The Southern Cassowary is a solitary creature, foraging on the forest floor for fallen fruit, fungi, insects, and small vertebrates. It plays a crucial role in the ecosystem as a seed disperser, particularly for plants with large seeds.

Song & Calls

During the breeding season, the Southern Cassowary emits a deep, thunderous call. It also produces hissing and rumbling sounds, while the chicks communicate with high-pitched whistles and chirps.


The male cassowary takes on the role of nest builder, incubator, and caregiver for the chicks. The nest is a simple structure on the ground, and the male incubates a clutch of three to four bright pea-green eggs.

Similar Species

The Southern Cassowary can be confused with its relatives, the Dwarf Cassowary and the Northern Cassowary.

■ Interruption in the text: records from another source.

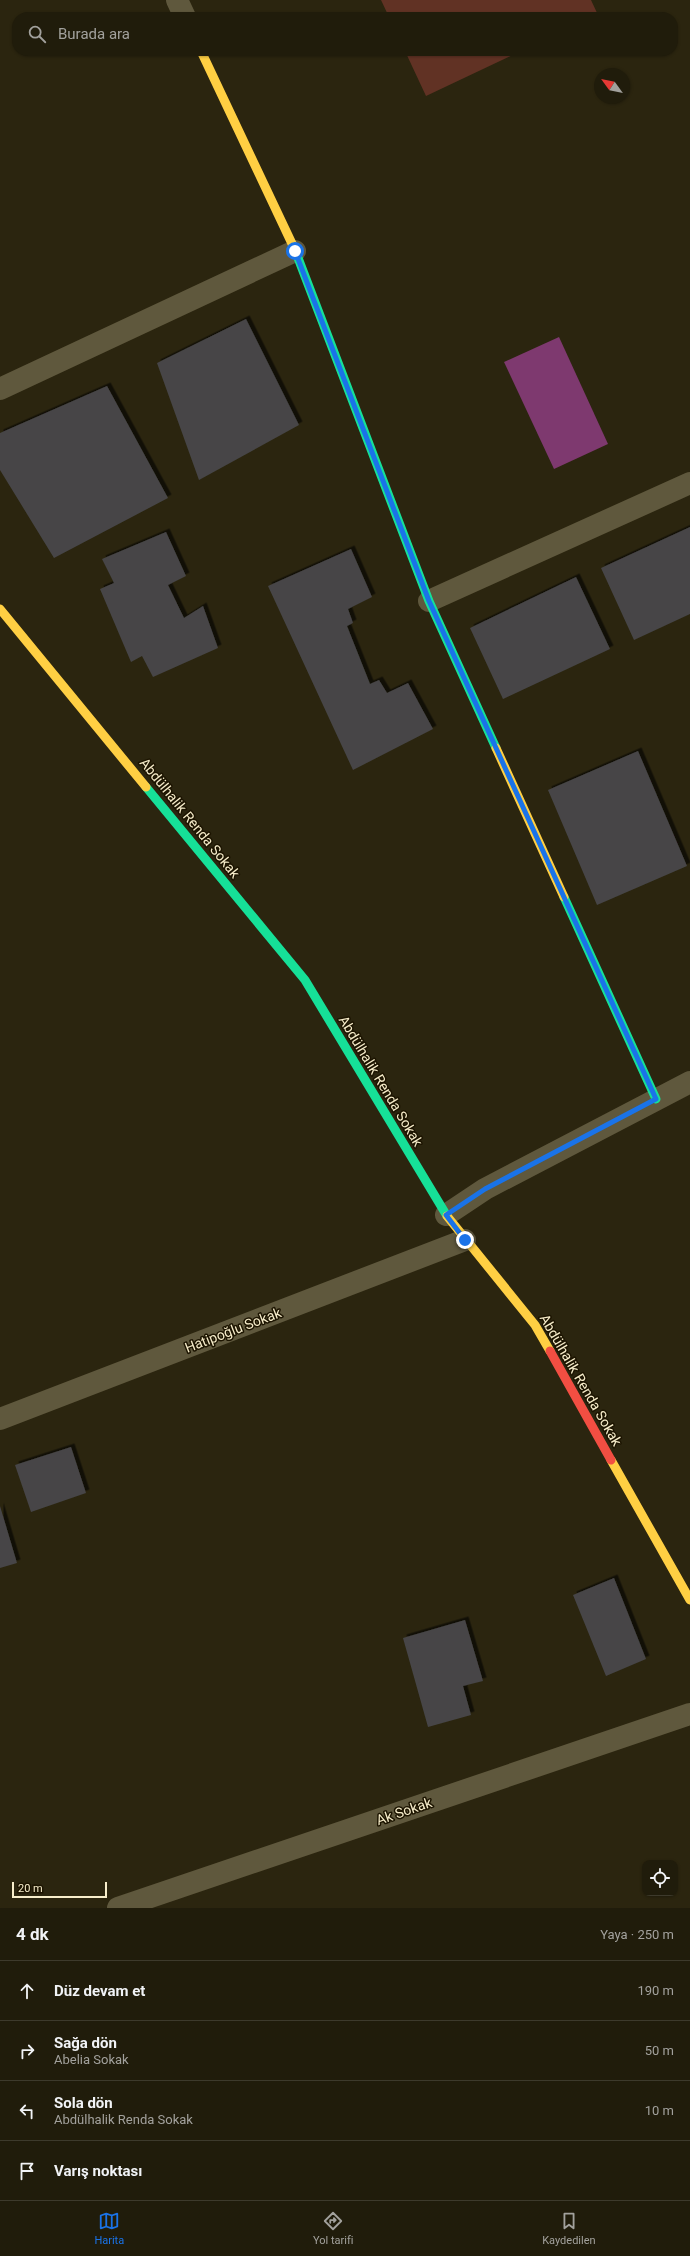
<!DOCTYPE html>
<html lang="tr">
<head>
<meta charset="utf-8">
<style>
  :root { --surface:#201c0b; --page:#282514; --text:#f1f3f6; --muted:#a2a19d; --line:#3d3a2c; --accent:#1a73e8 }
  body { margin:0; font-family:Roboto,sans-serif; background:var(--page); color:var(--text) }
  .controls { position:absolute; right:12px; bottom:12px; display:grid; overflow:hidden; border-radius:8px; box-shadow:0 1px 3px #0004 }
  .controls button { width:36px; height:36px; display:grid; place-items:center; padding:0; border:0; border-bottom:1px solid var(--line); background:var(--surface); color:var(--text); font:20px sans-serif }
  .compass { position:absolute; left:594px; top:68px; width:36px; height:36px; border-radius:50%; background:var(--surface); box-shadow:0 1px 3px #0004; rotate:303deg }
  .scale { position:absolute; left:12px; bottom:10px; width:95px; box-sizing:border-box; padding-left:4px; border:2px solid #f7edca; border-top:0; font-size:11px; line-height:14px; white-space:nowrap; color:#f7edca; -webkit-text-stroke:3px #1c1400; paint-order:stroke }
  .stop { position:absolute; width:12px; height:12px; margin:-9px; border:3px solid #1a73e8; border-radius:50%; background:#fff }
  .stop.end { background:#1a73e8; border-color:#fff; box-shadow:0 1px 4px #0008 }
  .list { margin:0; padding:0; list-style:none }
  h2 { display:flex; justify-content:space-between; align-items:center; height:52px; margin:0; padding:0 16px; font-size:17px }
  h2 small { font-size:13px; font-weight:400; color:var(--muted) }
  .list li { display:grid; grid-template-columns:26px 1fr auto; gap:12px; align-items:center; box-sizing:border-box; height:60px; padding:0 16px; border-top:1px solid var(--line) }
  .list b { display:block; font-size:15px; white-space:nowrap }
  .list p { margin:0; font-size:13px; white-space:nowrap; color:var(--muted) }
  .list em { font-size:13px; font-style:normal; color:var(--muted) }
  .icon { flex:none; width:22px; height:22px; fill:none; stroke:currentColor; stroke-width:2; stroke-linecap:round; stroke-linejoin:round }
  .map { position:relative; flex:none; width:690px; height:1908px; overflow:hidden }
  .search { position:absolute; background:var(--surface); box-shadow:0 1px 3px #0004; left:12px; right:12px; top:12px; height:44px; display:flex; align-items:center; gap:10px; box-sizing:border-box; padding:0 14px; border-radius:16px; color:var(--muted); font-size:15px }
  .sheet { height:292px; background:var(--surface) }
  nav { display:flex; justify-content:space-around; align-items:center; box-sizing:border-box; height:56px; border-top:1px solid var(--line); background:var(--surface); font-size:11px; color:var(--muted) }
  nav a { display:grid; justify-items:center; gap:2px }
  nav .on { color:var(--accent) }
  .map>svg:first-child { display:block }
</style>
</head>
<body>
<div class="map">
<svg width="690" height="1908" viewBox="0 0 690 1908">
  <defs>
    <filter id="shadow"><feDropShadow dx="3.5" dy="-3.5" stdDeviation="0" flood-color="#0009"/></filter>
  </defs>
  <rect width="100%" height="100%" fill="#2b250f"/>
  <path fill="#613224" d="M381,0H591L598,15L594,17H389Z
    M405,51H521L426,96Z"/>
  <path fill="#7e396f" d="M559,337L608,444L554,469L504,362Z"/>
  <path fill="#464547" filter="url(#shadow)" d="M246,319L299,425L199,480L157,363Z
    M107,386L168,498L54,558L0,470V433Z
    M690,527V614L634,640L601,568Z
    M166,532L186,576L168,585L184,618L203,606L218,648L153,677L142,656L131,662L100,589L114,583L102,559Z
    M351,549L372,597L348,609L353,623L347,626L370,684L379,680L387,693L408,683L433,729L353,770L268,586Z
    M576,577L610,649L503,699L470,628Z
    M638,751L687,866L597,905L548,790Z
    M71,1447L86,1493L31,1512L15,1465Z
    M0,1506L17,1563L0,1568Z
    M614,1578L646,1659L606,1676L573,1595Z
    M465,1620L483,1681L463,1686L471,1715L428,1727L403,1638Z"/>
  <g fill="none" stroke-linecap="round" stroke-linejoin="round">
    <path stroke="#5f583d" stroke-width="22" d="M177,0L185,17
      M0,389L295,251
      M429,601L690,483
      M446,1215L485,1189L690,1082
      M0,1419L465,1240
      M118,1908L690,1714"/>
    <path stroke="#16e098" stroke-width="9" d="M295,250L429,601L496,748
      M146,787L305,980L447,1216
      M564,897L656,1099"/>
    <path stroke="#ffcf43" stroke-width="9" d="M201,51L295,250
      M0,609L146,787
      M496,748L564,897
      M447,1216L535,1325L550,1351
      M611,1460L690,1600"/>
    <path stroke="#f24e42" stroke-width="9" d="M550,1351L611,1460"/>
  </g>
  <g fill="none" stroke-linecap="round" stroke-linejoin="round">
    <path stroke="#1a73e8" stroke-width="5" d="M295,251L429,601L656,1099L485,1189L446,1215L465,1240"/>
  </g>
  <g text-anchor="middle" stroke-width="3" stroke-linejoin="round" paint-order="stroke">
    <g font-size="14" fill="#f7edca" stroke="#1c1400">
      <text transform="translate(190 818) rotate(51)" y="5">Abdülhalik Renda Sokak</text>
      <text transform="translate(381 1081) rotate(59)" y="5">Abdülhalik Renda Sokak</text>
      <text transform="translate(233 1330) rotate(-21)" y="5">Hatipoğlu Sokak</text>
      <text transform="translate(581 1380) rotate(60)" y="5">Abdülhalik Renda Sokak</text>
      <text transform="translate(404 1811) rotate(-19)" y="5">Ak Sokak</text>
    </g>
  </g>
</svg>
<div class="controls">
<button><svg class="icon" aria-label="locate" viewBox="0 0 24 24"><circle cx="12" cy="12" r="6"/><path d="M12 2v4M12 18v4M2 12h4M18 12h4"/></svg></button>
</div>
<svg class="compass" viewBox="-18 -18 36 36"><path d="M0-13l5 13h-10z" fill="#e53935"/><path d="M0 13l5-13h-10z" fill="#a2a19d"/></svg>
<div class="scale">20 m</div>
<div class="stop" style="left:295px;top:251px"></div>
<div class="stop end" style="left:465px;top:1240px"></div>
<div class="search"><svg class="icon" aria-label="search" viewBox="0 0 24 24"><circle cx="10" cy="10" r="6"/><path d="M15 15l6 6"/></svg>Burada ara</div>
</div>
<section class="sheet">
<h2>4 dk<small>Yaya · 250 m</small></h2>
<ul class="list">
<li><svg class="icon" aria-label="ahead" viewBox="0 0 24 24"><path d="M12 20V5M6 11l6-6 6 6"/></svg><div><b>Düz devam et</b></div><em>190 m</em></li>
<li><svg class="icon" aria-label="right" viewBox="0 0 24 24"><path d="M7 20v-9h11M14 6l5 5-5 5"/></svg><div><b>Sağa dön</b><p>Abelia Sokak</p></div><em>50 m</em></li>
<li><svg class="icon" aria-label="left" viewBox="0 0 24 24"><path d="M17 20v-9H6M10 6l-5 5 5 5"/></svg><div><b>Sola dön</b><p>Abdülhalik Renda Sokak</p></div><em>10 m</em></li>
<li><svg class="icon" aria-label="arrive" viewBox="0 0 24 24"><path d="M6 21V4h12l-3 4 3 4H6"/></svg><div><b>Varış noktası</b></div></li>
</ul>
</section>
<nav>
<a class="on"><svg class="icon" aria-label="map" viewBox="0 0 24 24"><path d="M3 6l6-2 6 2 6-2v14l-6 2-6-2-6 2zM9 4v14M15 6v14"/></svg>Harita</a>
<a><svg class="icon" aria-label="directions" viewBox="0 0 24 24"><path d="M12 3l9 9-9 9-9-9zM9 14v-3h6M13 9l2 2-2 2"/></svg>Yol tarifi</a>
<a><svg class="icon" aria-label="saved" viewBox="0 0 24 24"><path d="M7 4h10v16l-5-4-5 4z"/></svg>Kaydedilen</a>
</nav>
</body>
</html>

However, it is generally larger and has two wattles instead of one.

Diet and Feeding

The diet of the Southern Cassowary mainly consists of fruit, but it also includes a variety of other foods such as fungi, insects, and small vertebrates. It is known to safely consume some fruits that are toxic to other animals.

Conservation Status

The Southern Cassowary is listed as Least Concern by the IUCN but is considered Endangered in Australia under federal and Queensland state legislation. Threats include habitat loss, hunting, and vehicle strikes. Conservation efforts are underway, including habitat protection and recovery plans.